--- DATA SECTION ---
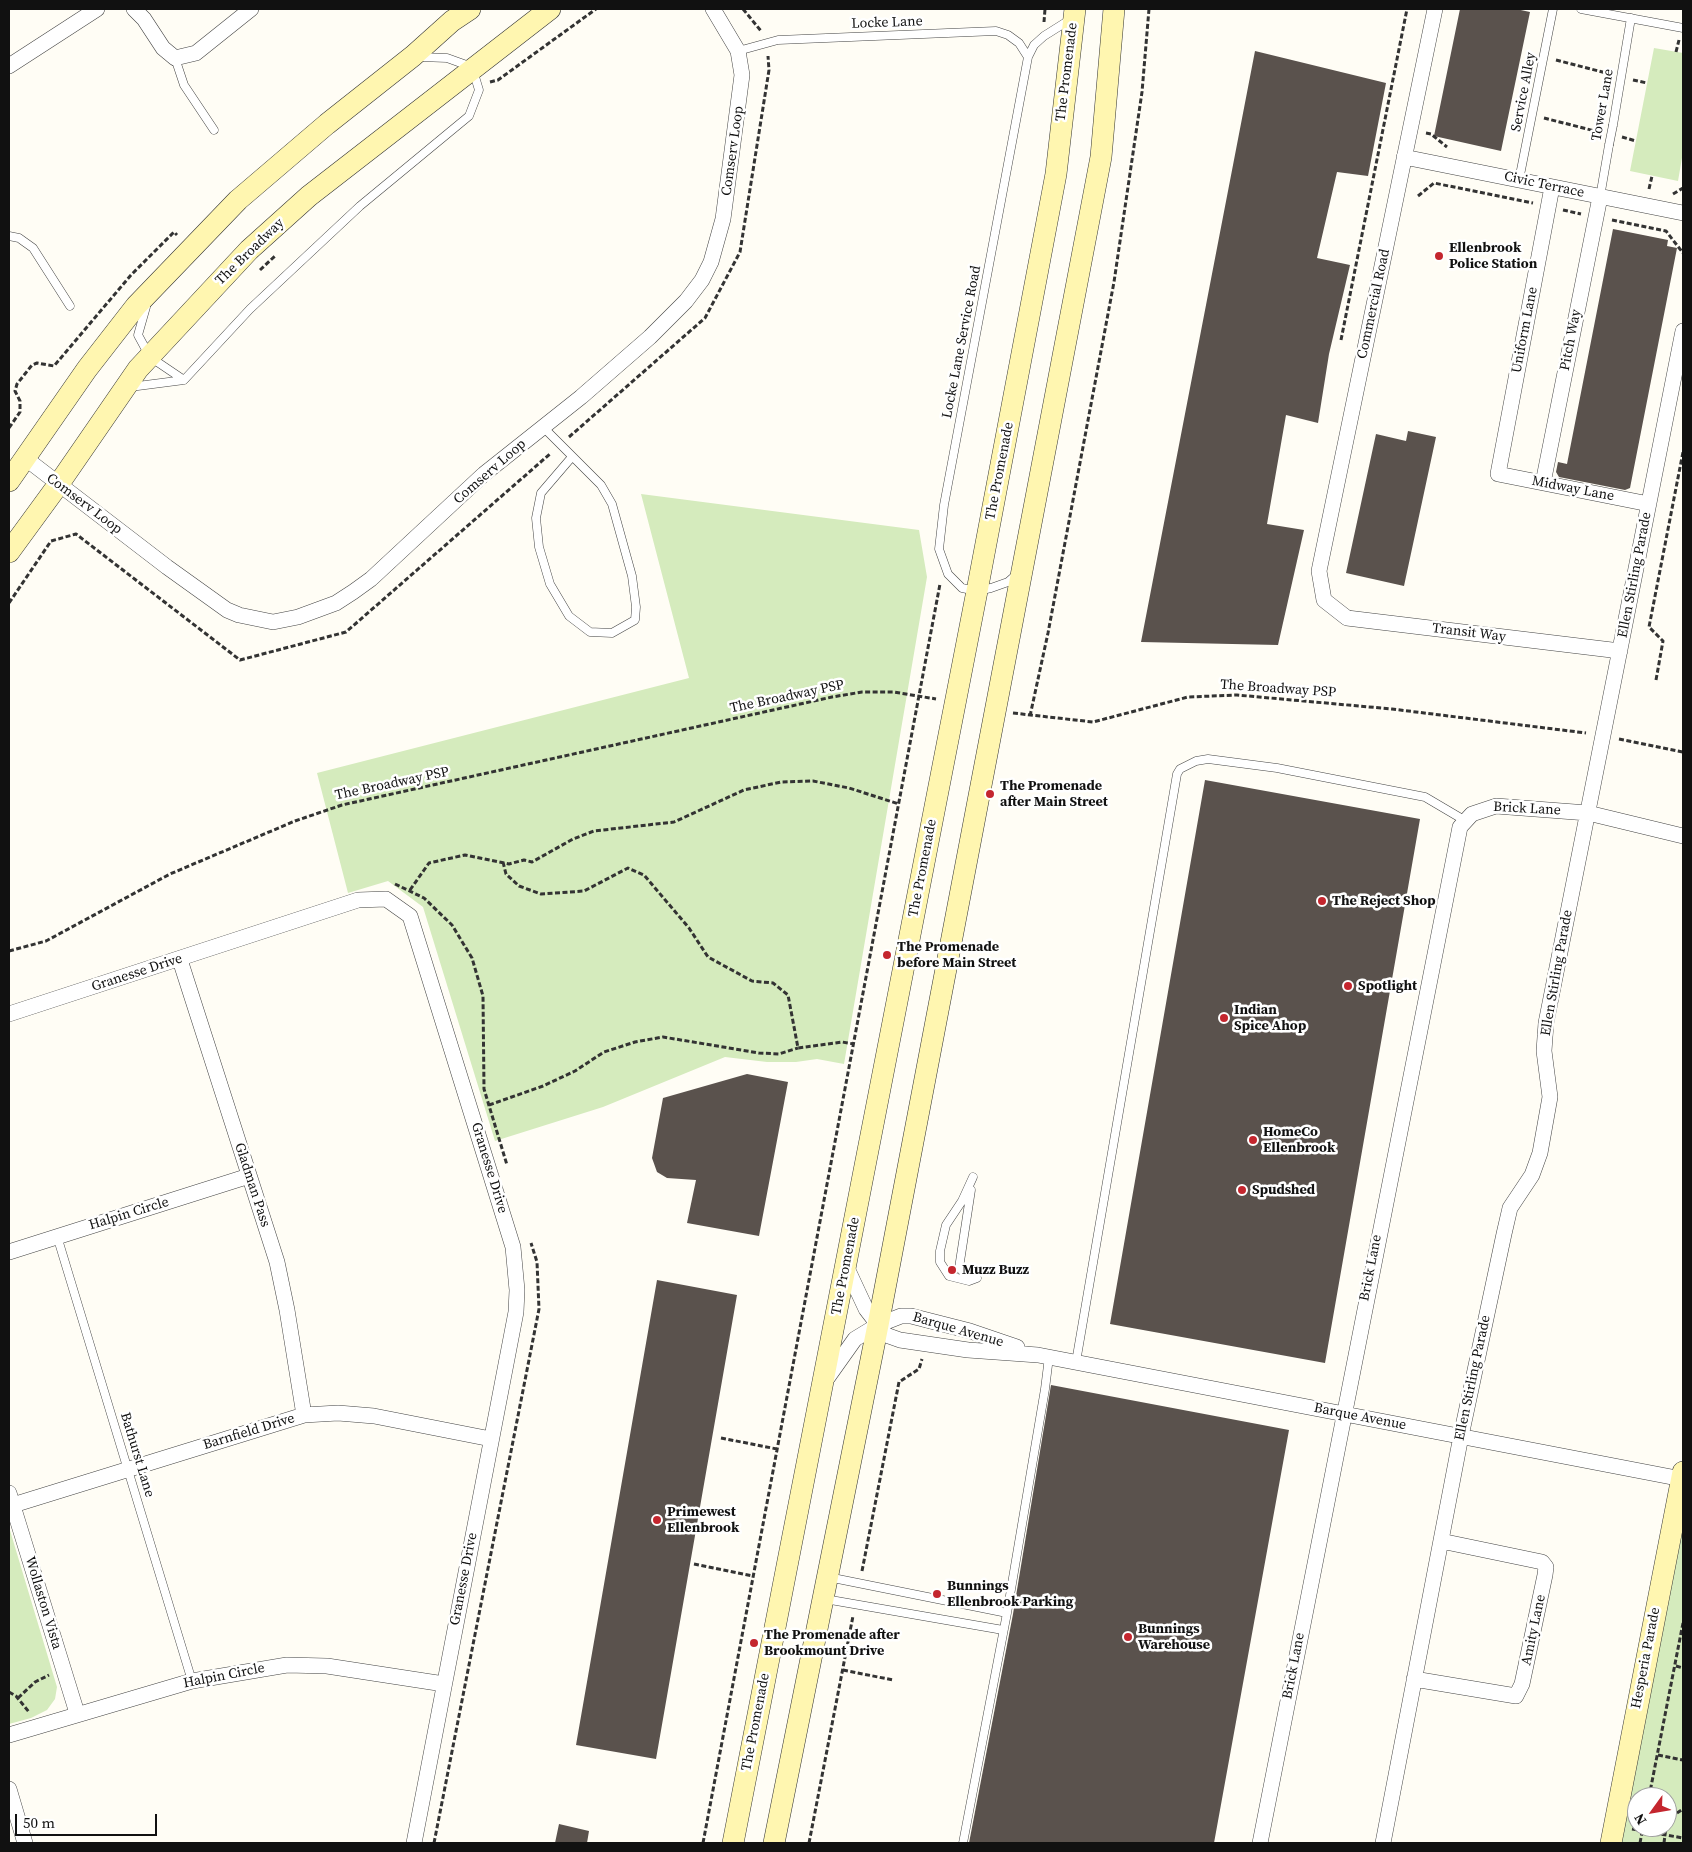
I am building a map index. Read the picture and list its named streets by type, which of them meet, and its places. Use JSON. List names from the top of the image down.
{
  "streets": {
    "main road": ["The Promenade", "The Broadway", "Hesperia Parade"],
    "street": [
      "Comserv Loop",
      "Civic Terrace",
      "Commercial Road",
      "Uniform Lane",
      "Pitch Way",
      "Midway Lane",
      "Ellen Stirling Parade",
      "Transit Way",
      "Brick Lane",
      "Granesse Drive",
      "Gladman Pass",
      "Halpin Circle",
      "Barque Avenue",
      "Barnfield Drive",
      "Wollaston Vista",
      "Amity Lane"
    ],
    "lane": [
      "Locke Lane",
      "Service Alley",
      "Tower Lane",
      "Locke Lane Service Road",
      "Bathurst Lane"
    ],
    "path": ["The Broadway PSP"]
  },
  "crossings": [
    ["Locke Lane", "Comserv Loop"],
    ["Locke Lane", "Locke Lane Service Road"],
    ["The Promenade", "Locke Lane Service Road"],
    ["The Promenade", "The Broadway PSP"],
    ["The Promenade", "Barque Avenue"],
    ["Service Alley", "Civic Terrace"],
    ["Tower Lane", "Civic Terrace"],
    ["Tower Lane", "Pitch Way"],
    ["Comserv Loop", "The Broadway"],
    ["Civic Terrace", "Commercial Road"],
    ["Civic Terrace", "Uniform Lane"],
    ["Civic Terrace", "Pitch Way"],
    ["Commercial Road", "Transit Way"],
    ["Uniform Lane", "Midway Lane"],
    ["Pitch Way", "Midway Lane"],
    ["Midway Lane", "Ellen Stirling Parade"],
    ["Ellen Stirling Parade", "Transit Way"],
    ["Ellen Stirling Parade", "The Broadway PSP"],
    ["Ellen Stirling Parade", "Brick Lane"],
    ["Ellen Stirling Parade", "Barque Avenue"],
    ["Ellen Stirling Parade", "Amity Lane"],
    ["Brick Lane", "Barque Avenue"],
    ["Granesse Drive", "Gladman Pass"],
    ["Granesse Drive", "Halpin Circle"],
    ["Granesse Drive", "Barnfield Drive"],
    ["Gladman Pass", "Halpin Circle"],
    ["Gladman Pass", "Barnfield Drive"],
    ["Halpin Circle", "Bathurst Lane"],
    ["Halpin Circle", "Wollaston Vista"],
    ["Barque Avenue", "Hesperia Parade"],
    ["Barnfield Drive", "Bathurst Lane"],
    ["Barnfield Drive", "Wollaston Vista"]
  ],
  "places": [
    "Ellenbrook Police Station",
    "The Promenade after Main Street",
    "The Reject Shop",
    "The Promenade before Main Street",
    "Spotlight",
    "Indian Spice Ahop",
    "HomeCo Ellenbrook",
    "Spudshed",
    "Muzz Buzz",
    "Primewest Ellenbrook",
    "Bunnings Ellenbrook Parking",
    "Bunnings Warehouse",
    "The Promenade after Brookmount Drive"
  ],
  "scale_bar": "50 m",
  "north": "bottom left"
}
---
**REQUIRED ACTION**.
Each line carrying the string "places" should be copied out from the entries.

**ANSWER TO THE EXERCISE**.
I am building a map index. Read the picture and list its named streets by type, which of them meet, and its places. Use JSON. List names from the top of the image down.
  "places": [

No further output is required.